-- What the task requires --
Find and copy the lines in the records beneath this task that contain the word "green".

** Extracted entries follows **

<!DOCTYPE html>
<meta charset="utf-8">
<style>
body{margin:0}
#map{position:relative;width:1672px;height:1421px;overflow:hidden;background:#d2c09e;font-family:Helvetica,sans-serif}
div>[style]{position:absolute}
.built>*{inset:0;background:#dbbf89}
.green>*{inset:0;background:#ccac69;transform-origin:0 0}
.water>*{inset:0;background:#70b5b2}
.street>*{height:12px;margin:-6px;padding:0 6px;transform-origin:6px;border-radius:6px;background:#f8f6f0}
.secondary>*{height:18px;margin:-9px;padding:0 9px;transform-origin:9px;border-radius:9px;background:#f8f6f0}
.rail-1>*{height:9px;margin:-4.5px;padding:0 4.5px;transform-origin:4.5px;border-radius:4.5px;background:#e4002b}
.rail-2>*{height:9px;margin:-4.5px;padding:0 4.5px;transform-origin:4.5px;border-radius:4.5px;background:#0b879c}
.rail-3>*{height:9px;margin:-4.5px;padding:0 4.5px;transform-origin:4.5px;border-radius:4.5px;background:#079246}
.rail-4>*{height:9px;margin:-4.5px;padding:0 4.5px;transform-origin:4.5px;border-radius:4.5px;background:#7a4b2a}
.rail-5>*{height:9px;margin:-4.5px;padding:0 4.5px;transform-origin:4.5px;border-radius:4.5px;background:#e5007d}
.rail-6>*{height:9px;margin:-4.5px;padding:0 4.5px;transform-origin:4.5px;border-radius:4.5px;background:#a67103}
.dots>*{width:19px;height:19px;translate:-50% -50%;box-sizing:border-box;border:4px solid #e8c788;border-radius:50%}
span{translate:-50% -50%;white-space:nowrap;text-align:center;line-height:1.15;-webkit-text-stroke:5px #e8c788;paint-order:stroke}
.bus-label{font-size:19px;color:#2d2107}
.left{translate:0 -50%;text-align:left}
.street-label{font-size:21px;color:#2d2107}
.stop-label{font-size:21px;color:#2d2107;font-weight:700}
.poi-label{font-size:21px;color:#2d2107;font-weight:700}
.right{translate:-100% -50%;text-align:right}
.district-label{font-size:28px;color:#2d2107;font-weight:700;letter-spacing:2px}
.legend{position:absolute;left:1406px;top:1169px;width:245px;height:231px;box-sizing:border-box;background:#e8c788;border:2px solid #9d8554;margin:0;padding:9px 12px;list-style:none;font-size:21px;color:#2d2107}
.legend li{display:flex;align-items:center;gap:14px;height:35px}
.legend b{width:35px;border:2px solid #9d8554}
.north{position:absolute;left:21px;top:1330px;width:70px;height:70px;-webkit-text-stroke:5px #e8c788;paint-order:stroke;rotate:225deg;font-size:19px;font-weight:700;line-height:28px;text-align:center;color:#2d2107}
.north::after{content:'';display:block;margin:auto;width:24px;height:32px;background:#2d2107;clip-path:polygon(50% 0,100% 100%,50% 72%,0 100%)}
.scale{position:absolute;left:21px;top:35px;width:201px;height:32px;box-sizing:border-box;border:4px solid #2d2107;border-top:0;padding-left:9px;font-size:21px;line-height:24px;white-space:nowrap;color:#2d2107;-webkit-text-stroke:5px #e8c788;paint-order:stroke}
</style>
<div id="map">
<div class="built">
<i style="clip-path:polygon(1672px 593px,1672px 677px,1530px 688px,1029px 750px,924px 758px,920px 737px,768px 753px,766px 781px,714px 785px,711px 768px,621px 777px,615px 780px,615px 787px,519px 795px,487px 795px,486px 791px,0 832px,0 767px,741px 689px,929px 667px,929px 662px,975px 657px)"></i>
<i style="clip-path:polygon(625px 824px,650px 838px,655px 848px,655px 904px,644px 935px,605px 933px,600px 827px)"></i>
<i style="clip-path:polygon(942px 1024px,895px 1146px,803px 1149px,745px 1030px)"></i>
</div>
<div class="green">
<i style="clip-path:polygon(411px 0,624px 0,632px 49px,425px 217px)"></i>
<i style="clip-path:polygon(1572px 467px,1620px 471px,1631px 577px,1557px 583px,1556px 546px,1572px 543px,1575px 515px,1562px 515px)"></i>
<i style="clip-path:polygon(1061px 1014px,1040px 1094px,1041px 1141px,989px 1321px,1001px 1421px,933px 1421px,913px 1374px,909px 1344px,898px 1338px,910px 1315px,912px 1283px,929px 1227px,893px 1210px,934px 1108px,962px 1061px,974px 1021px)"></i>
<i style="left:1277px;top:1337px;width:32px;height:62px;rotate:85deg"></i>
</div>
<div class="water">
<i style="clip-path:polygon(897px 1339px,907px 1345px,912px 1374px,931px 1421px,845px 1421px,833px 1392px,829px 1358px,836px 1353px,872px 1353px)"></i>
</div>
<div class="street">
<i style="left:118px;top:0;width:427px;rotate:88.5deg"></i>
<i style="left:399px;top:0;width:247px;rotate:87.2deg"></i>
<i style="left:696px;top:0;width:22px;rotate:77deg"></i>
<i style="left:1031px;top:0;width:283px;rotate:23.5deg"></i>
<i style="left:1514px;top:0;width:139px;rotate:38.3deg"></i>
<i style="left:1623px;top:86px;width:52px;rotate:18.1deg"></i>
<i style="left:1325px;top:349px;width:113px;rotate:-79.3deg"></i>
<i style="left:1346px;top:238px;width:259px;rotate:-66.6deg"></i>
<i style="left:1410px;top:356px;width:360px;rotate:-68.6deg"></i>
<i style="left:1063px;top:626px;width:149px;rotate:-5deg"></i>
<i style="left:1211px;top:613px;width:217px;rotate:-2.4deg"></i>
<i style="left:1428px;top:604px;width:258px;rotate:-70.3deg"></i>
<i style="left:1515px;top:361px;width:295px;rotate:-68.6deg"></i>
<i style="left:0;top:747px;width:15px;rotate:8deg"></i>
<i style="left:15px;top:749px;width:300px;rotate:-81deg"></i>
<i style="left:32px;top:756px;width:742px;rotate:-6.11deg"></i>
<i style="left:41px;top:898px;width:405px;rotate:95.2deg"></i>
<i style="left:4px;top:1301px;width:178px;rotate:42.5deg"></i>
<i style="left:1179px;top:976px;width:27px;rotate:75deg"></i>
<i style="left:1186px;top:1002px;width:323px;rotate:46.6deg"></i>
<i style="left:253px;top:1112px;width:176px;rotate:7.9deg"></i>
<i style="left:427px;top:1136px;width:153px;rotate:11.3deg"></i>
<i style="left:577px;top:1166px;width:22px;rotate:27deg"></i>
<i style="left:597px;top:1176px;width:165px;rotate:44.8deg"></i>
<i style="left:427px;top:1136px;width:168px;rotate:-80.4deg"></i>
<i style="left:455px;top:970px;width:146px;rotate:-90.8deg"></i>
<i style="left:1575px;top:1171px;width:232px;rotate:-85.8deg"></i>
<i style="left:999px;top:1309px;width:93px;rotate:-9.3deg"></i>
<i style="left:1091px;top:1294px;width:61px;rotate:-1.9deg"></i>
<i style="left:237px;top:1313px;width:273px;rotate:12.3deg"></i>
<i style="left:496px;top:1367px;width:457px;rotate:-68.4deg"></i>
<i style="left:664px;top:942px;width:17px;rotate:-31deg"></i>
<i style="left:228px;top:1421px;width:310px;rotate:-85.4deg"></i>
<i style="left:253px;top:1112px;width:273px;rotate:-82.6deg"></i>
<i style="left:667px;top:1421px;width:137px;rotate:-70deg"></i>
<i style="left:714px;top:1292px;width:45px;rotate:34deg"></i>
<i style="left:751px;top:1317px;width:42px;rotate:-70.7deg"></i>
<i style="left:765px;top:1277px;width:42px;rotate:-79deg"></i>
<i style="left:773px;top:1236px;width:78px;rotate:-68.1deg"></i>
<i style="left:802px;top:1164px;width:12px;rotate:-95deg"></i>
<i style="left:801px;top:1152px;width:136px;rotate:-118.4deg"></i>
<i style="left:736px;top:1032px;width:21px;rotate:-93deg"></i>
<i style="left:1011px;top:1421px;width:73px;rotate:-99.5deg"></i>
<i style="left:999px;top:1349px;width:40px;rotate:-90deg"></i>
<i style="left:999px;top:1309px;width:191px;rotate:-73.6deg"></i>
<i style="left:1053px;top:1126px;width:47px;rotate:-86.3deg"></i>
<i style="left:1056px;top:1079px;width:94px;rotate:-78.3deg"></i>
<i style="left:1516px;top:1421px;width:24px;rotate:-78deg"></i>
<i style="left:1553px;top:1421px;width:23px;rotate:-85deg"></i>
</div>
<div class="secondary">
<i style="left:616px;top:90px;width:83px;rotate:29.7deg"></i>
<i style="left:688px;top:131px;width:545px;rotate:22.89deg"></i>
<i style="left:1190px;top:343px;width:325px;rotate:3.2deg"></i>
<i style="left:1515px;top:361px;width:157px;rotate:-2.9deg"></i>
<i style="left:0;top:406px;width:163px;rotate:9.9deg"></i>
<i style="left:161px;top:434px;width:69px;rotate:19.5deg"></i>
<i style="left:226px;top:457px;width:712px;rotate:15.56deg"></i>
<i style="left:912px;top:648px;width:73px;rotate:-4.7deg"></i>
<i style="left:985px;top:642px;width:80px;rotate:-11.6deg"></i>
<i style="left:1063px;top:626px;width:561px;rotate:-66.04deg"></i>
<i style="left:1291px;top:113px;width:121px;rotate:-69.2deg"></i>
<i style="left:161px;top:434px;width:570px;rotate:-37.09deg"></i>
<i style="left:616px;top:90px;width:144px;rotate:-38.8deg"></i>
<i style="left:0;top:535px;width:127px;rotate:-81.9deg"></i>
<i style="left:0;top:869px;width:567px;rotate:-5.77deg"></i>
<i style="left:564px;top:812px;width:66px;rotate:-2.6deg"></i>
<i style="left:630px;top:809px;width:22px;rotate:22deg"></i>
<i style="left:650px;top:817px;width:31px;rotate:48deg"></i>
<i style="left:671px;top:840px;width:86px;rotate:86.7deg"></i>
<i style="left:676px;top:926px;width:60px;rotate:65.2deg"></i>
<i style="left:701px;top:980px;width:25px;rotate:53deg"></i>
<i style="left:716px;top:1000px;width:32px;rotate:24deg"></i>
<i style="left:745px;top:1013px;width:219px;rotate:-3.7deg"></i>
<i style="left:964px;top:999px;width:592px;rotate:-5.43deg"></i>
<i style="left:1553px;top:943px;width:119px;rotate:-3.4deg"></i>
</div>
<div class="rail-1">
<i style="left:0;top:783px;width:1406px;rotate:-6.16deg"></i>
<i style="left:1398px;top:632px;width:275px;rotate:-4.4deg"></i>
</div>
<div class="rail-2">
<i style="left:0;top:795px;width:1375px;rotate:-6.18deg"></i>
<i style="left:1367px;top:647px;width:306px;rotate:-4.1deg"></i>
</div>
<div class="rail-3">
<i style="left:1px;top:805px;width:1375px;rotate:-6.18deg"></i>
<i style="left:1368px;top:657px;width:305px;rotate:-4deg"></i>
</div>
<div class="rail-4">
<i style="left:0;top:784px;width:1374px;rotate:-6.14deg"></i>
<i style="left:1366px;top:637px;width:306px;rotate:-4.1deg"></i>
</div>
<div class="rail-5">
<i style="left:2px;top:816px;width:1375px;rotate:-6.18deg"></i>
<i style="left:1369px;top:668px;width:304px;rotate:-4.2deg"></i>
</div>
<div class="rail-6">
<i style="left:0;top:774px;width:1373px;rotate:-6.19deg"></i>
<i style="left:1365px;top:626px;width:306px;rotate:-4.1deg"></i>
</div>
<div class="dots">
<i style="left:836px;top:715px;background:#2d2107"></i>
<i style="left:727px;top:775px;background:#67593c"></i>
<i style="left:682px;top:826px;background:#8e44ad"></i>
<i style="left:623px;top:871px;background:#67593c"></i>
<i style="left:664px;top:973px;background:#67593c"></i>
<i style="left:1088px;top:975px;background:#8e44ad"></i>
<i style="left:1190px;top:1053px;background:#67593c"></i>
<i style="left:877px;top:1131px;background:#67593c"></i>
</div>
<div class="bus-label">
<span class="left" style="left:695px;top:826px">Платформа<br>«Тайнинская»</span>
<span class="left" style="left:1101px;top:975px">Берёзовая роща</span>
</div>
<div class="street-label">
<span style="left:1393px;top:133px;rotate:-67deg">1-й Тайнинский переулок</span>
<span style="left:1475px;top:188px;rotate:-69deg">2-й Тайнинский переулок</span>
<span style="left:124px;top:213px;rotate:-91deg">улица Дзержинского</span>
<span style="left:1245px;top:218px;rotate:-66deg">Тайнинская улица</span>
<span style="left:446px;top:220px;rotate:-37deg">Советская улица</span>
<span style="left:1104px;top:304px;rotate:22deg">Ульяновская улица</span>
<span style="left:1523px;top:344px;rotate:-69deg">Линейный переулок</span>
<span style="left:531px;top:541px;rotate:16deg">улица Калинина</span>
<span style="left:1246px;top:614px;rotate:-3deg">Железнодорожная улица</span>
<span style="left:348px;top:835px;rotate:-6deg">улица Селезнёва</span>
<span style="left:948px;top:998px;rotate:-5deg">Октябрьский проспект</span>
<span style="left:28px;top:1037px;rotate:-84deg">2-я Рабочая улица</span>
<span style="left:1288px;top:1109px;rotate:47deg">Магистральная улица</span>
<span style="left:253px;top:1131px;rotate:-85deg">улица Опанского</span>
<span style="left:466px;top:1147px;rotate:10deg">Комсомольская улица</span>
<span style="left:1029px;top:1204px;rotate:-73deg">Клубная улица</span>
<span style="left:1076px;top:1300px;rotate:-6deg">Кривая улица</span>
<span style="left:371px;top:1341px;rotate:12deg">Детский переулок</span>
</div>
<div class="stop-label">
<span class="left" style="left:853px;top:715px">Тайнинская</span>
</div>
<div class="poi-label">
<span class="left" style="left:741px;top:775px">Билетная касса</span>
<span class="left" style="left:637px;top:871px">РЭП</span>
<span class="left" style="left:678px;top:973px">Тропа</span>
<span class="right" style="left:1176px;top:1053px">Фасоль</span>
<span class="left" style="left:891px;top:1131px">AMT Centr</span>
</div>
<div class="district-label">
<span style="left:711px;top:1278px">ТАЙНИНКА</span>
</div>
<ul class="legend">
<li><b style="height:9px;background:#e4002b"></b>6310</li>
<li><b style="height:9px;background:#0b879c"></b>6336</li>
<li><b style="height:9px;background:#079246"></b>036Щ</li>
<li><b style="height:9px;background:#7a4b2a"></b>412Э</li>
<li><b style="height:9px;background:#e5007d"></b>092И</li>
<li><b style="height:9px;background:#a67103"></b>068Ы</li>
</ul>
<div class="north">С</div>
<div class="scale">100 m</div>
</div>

** End of Extracted entries **

-- Solved exercise --
.green>*{inset:0;background:#ccac69;transform-origin:0 0}
<div class="green">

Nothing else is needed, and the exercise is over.